What the task asks
Return only the number of lines in the entries below that hold the word "center".

The data
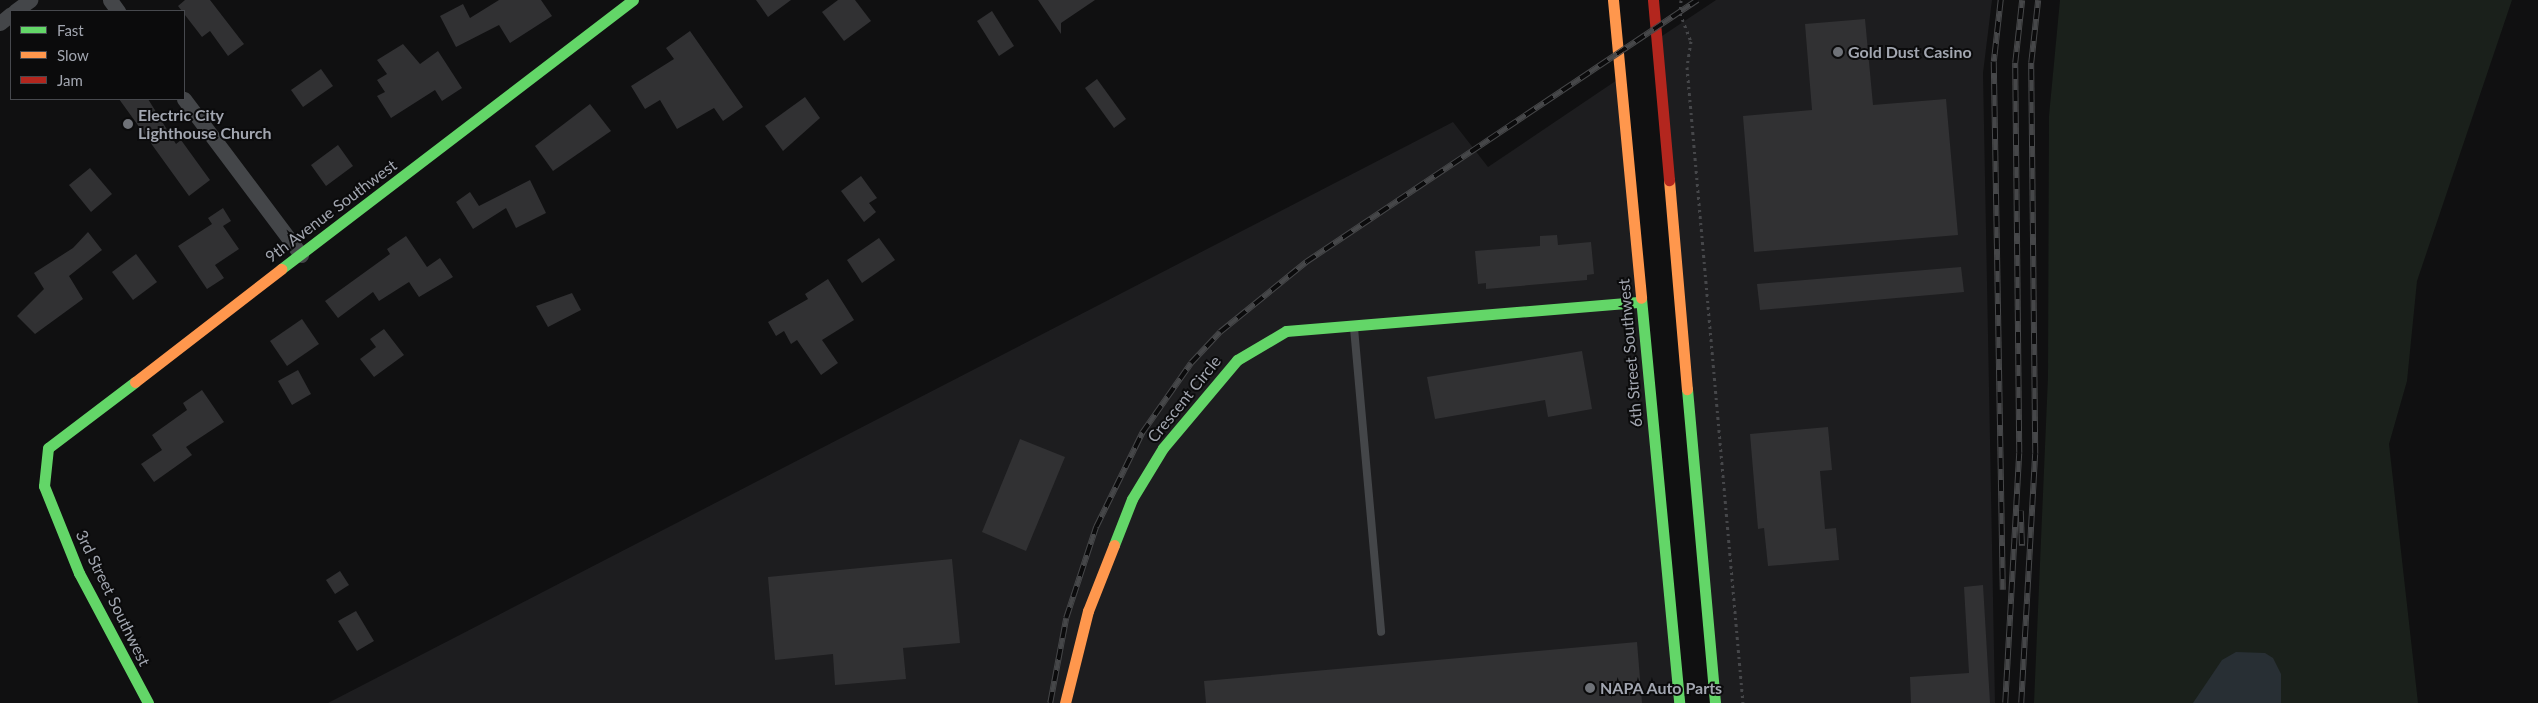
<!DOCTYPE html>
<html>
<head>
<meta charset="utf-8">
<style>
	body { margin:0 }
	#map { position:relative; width:2538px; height:703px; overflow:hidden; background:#101011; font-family:Lato,sans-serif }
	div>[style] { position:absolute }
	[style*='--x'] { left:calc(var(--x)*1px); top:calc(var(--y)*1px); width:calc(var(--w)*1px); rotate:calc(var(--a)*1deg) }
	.built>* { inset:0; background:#1d1d1f }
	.green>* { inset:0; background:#1a201b }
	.water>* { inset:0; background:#282f34 }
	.building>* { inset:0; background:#313133 }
	.path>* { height:3px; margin-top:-1.5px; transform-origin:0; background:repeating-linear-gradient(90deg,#46474a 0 2.5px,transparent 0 6.5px) }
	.lane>* { height:8px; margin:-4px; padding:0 4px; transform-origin:4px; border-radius:4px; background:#444649 }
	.street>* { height:15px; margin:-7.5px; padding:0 7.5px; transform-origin:7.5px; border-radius:7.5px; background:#444649 }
	.fast>* { height:11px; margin:-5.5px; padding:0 5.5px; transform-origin:5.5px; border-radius:5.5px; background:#63d668 }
	.slow>* { height:11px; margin:-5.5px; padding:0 5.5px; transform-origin:5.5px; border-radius:5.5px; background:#ff974d }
	.jam>* { height:11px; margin:-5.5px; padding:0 5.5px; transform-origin:5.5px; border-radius:5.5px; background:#b3261e }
	.rail>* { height:5.5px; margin-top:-2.75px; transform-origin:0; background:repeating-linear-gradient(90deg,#0b0b0c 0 11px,#464749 0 22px); box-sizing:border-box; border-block:1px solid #464749 }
	.dots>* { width:14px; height:14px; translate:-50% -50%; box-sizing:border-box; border:2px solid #0b0b0c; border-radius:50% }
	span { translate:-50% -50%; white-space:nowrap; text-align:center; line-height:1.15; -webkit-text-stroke:4px #0b0b0c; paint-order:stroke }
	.poi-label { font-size:16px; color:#a2a6b0; font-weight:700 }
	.left { translate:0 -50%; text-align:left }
	.street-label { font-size:16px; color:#a2a6b0 }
	.legend { position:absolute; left:10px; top:10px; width:175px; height:90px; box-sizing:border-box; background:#0b0b0c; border:1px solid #47494e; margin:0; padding:6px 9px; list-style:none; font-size:15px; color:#a2a6b0 }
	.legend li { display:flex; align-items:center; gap:10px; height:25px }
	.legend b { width:25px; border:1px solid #47494e }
</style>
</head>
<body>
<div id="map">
	<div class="built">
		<i style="clip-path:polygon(1716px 0,1992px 0,1983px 73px,1995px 703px,1716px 703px,1656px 40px)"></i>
		<i style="clip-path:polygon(1620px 78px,1679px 703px,328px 703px,1453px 122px,1488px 167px)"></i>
	</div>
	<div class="green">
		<i style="clip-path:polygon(2060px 0,2512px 0,2417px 281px,2407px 381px,2389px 444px,2418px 703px,2034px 703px,2048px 377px,2049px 116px)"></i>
	</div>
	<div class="water">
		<i style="clip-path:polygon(2236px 652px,2265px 653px,2273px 658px,2281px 674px,2281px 703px,2193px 703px,2222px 660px)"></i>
	</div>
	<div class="building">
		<i style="clip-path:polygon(185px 0,210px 0,244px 44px,228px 56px,210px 31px,202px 37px,178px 6px)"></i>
		<i style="clip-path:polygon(499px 0,541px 0,552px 16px,510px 43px,499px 25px,456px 47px,440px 16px,463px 4px,470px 18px)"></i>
		<i style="clip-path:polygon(756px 0,791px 0,768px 17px)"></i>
		<i style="clip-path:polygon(838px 0,855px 0,871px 21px,844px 41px,822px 12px)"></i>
		<i style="clip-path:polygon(1038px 0,1095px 0,1061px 23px,1061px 34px)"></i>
		<i style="clip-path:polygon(992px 11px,1014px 46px,999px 56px,977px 21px)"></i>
		<i style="clip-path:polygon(1865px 19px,1873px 105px,1946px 99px,1958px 235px,1754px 252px,1743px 116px,1812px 110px,1805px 24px)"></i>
		<i style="clip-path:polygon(690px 31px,743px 107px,723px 121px,714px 108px,677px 129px,660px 100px,645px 109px,631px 86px,674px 59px,666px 48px)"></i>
		<i style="clip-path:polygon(403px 44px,420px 64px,438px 51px,462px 88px,442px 101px,435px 90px,391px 118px,377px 96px,385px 92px,377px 80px,387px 74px,377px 60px)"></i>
		<i style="clip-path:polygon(321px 69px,333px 86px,303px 107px,291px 90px)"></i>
		<i style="clip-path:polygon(1097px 79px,1126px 119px,1114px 128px,1085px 88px)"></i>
		<i style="clip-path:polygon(805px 97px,820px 118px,783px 151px,765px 126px)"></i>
		<i style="clip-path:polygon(119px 99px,148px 99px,176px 144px,181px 140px,210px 180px,189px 196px)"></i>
		<i style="clip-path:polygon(590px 104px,611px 131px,553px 171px,535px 146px)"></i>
		<i style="clip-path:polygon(338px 145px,353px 166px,326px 186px,311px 165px)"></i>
		<i style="clip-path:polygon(90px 168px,112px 194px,91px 212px,69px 185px)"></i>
		<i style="clip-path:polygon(861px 176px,877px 198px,869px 203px,876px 212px,864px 222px,841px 191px)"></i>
		<i style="clip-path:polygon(530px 180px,546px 213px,516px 228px,506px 208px,473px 229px,456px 202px,470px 192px,479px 206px)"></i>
		<i style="clip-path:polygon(223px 208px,231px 221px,223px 226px,239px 249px,215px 265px,224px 278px,207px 289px,178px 246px,212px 224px,208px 218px)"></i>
		<i style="clip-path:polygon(88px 232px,102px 250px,69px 276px,83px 299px,35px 334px,17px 316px,44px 289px,34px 273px,73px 248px)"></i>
		<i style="clip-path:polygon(1557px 235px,1558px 245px,1591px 242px,1594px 274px,1587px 275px,1587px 280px,1486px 289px,1486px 283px,1478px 284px,1475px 251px,1540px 246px,1540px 236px)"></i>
		<i style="clip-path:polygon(406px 236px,427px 267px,440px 258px,453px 277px,419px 297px,409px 282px,379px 301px,373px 292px,338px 318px,325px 301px,390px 254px,387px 249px)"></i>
		<i style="clip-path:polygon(879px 238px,895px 260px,862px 283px,847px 260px)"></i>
		<i style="clip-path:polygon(136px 254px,157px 282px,133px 300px,112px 272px)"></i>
		<i style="clip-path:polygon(1961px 267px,1964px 292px,1760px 310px,1757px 284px)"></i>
		<i style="clip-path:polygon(828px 279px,854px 320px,822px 340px,838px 363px,821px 375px,797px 340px,791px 344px,784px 331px,776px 336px,768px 322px,808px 299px,805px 294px)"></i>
		<i style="clip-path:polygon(572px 293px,581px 310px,548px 327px,536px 306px)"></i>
		<i style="clip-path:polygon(302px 319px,319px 344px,287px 366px,270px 341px)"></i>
		<i style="clip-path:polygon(384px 329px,404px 355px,374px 377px,360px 359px,376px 347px,370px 339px)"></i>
		<i style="clip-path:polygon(1582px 351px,1592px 409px,1548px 417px,1545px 400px,1435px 419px,1427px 377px)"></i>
		<i style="clip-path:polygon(298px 370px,311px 394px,292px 405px,278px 381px)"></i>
		<i style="clip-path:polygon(202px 390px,224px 422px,186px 447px,192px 455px,154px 482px,141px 464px,162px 450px,152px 435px,187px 410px,183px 403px)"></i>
		<i style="clip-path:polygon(1828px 427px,1832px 470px,1820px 471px,1825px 529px,1836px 528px,1839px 560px,1768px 566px,1764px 528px,1758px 529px,1750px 434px)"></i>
		<i style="clip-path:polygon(1020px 439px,1065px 457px,1026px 551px,982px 532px)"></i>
		<i style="clip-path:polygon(952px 559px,960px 643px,903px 648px,906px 679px,835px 685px,833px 654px,775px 660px,768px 577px)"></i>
		<i style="clip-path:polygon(340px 571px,349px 585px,335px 594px,326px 580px)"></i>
		<i style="clip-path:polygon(1983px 585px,1990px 703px,1911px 703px,1910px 677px,1969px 673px,1964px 587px)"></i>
		<i style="clip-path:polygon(356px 611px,374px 641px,357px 651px,338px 621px)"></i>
		<i style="clip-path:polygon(1637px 642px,1642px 703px,1206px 703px,1204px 681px)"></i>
	</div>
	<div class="path">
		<i style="--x:1681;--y:0;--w:13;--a:94"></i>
		<i style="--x:1680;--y:13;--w:30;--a:69"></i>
		<i style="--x:1691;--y:41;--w:26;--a:99"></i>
		<i style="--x:1687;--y:67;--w:638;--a:84.97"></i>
	</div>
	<div class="lane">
		<i style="--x:1354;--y:328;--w:305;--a:84.9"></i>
	</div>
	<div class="street">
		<i style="--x:110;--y:0;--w:14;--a:54"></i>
		<i style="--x:15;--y:11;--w:19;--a:-36"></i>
		<i style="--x:0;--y:23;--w:14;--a:-39"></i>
		<i style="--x:184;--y:99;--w:195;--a:53.1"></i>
	</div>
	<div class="fast">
		<i style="--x:281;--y:269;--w:443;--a:-37.4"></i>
		<i style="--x:1641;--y:298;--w:407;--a:84.6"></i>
		<i style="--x:135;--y:382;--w:109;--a:142.8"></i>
		<i style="--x:48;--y:448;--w:38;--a:96"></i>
		<i style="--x:44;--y:486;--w:94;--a:68.1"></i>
		<i style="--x:79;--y:573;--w:147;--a:62"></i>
		<i style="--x:1687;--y:389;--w:315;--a:84.9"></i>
		<i style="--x:1114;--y:545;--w:49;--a:-68.6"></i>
		<i style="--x:1132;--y:499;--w:60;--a:-58.7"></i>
		<i style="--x:1163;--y:448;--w:115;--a:-49.9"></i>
		<i style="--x:1237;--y:360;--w:57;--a:-30.6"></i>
		<i style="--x:1286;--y:331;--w:356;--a:-4.7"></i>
	</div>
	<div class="slow">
		<i style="--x:1613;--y:0;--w:299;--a:84.6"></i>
		<i style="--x:1669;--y:180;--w:210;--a:85.1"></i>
		<i style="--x:135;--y:382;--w:185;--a:-37.7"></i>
		<i style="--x:1065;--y:703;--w:95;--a:-76"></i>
		<i style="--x:1088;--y:611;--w:71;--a:-68.5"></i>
	</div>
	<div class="jam">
		<i style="--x:1653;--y:0;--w:181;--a:84.9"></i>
	</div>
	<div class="rail">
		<i style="--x:2001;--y:0;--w:62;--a:96.4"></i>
		<i style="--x:1994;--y:62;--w:528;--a:89.02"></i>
		<i style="--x:2021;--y:511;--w:35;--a:88"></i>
		<i style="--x:1050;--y:703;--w:86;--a:-79.3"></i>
		<i style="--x:1066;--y:618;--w:96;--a:-71.8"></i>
		<i style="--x:1096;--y:527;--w:105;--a:-63.9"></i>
		<i style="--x:1142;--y:433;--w:85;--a:-55"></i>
		<i style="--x:1191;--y:363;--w:42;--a:-46.9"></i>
		<i style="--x:1220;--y:332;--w:111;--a:-39.1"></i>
		<i style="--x:1306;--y:262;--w:471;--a:-33.8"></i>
		<i style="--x:2005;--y:703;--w:250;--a:-86.8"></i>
		<i style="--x:2019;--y:453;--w:390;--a:-90.6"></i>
		<i style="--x:2015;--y:63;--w:63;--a:-83.7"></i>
		<i style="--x:2021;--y:703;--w:249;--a:-86.8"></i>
		<i style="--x:2035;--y:454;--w:391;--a:-90.6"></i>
		<i style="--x:2031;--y:63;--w:63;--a:-83.7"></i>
	</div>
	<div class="dots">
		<i style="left:1838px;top:52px;background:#6f7278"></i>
		<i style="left:128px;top:124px;background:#6f7278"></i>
		<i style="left:1590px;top:688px;background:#6f7278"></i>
	</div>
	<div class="poi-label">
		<span class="left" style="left:1848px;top:52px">Gold Dust Casino</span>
		<span class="left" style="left:138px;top:124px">Electric City<br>Lighthouse Church</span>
		<span class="left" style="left:1600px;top:688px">NAPA Auto Parts</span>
	</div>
	<div class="street-label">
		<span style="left:331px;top:211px;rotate:-37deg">9th Avenue Southwest</span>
		<span style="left:1630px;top:353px;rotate:-95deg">6th Street Southwest</span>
		<span style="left:1184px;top:399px;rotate:-51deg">Crescent Circle</span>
		<span style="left:113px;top:598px;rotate:64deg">3rd Street Southwest</span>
	</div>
	<ul class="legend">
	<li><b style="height:6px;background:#63d668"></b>Fast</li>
	<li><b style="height:6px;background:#ff974d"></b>Slow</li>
	<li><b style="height:6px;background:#b3261e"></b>Jam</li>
	</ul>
</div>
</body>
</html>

Answer for the task
2